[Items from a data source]
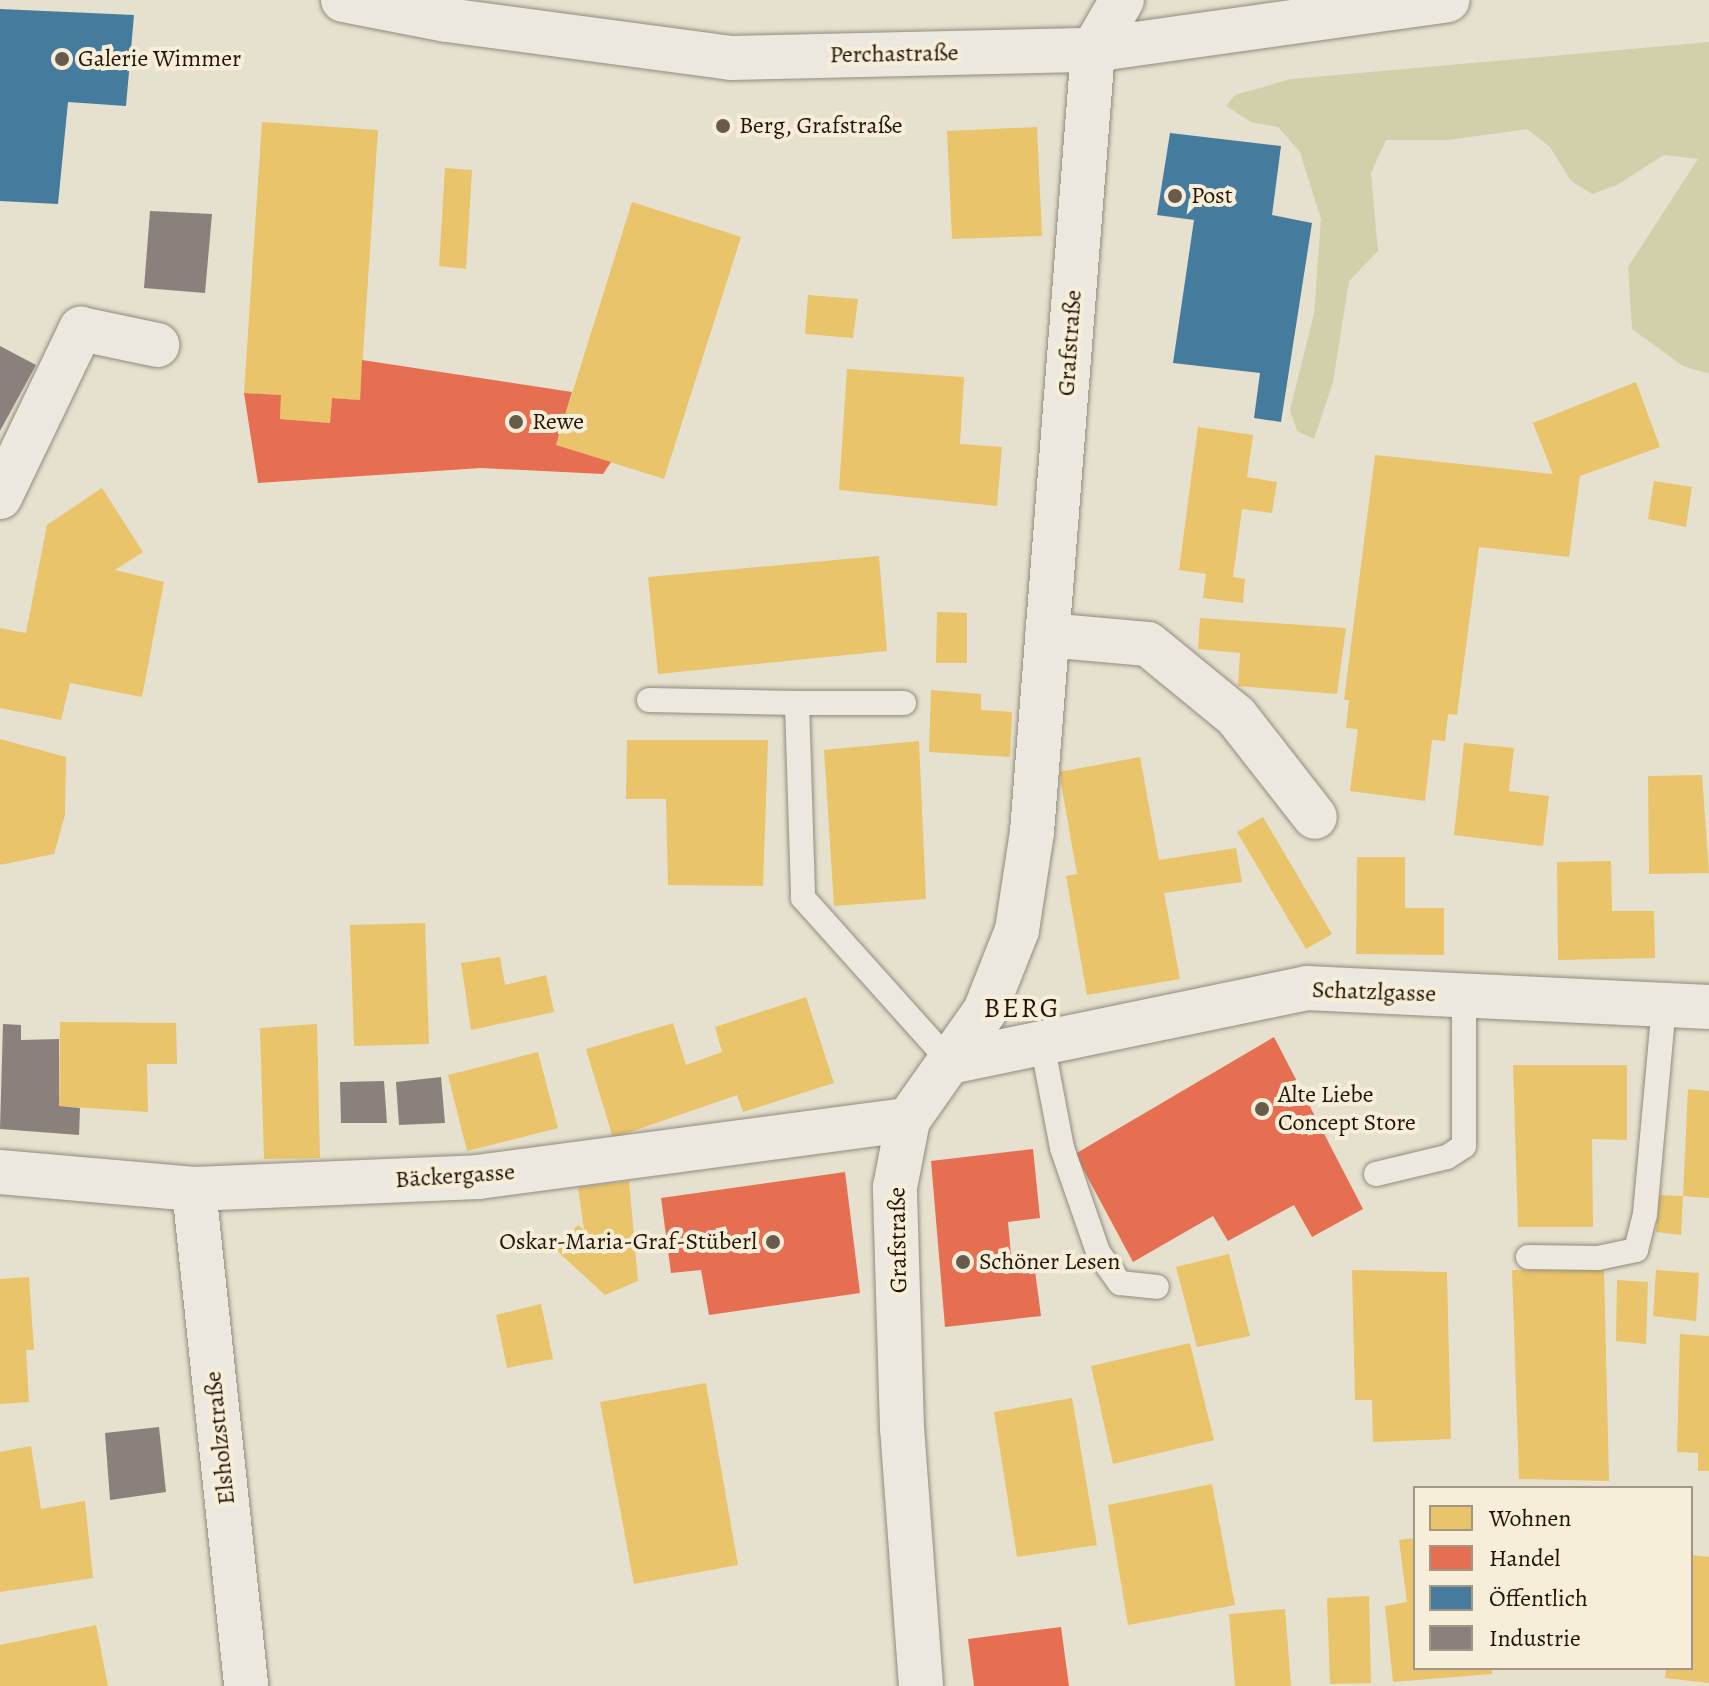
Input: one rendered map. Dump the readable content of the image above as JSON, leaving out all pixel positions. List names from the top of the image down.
{
  "streets": {
    "street": [
      "Perchastraße",
      "Grafstraße",
      "Schatzlgasse",
      "Bäckergasse",
      "Elsholzstraße"
    ]
  },
  "crossings": [
    ["Perchastraße", "Grafstraße"],
    ["Grafstraße", "Schatzlgasse"],
    ["Grafstraße", "Bäckergasse"],
    ["Bäckergasse", "Elsholzstraße"]
  ],
  "districts": ["BERG"],
  "places": [
    "Galerie Wimmer",
    "Berg, Grafstraße",
    "Post",
    "Rewe",
    "Alte Liebe Concept Store",
    "Oskar-Maria-Graf-Stüberl",
    "Schöner Lesen"
  ],
  "legend": [
    "Wohnen",
    "Handel",
    "Öffentlich",
    "Industrie"
  ]
}
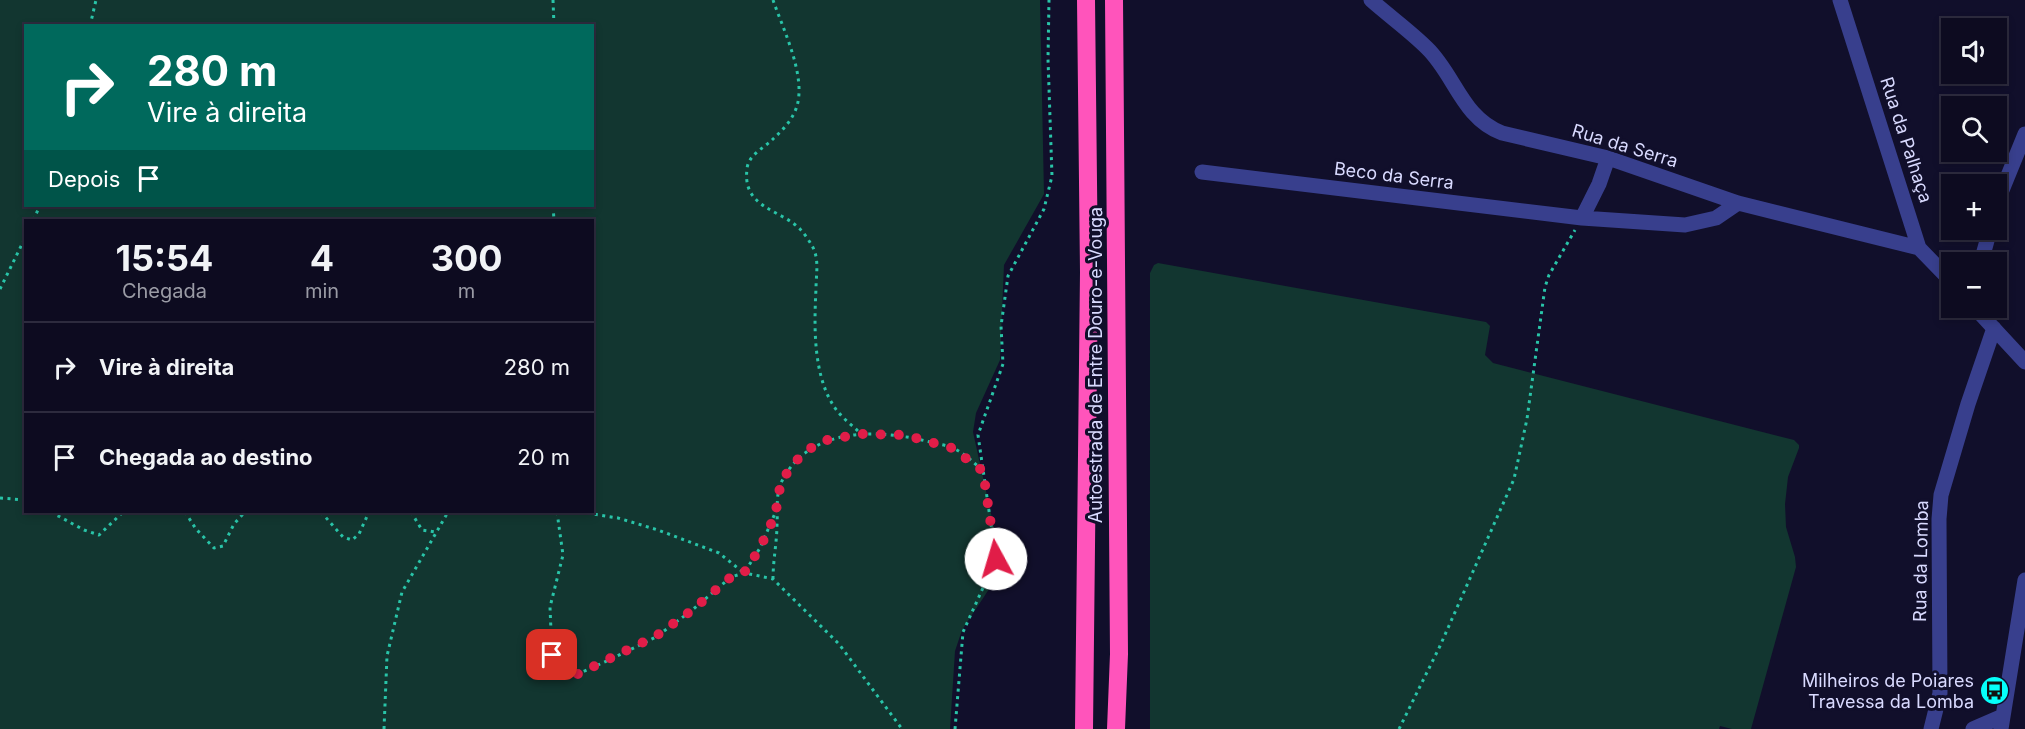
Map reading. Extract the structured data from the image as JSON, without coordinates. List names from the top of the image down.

EXERCISE DIRECTIONS:
Because only the text is wanted, repeat all the entries exactly and leave out the pictures.

RESPONSE TO THE EXERCISE:
Input: one rendered map. Dump the readable content of the image above as JSON, leaving out all pixel positions. List names from the top of the image down.
{
  "streets": {
    "street": [
      "Perchastraße",
      "Grafstraße",
      "Schatzlgasse",
      "Bäckergasse",
      "Elsholzstraße"
    ]
  },
  "crossings": [
    ["Perchastraße", "Grafstraße"],
    ["Grafstraße", "Schatzlgasse"],
    ["Grafstraße", "Bäckergasse"],
    ["Bäckergasse", "Elsholzstraße"]
  ],
  "districts": ["BERG"],
  "places": [
    "Galerie Wimmer",
    "Berg, Grafstraße",
    "Post",
    "Rewe",
    "Alte Liebe Concept Store",
    "Oskar-Maria-Graf-Stüberl",
    "Schöner Lesen"
  ],
  "legend": [
    "Wohnen",
    "Handel",
    "Öffentlich",
    "Industrie"
  ]
}
Map reading. Extract the structured data from the image as JSON, without coordinates. List names from the top of the image down.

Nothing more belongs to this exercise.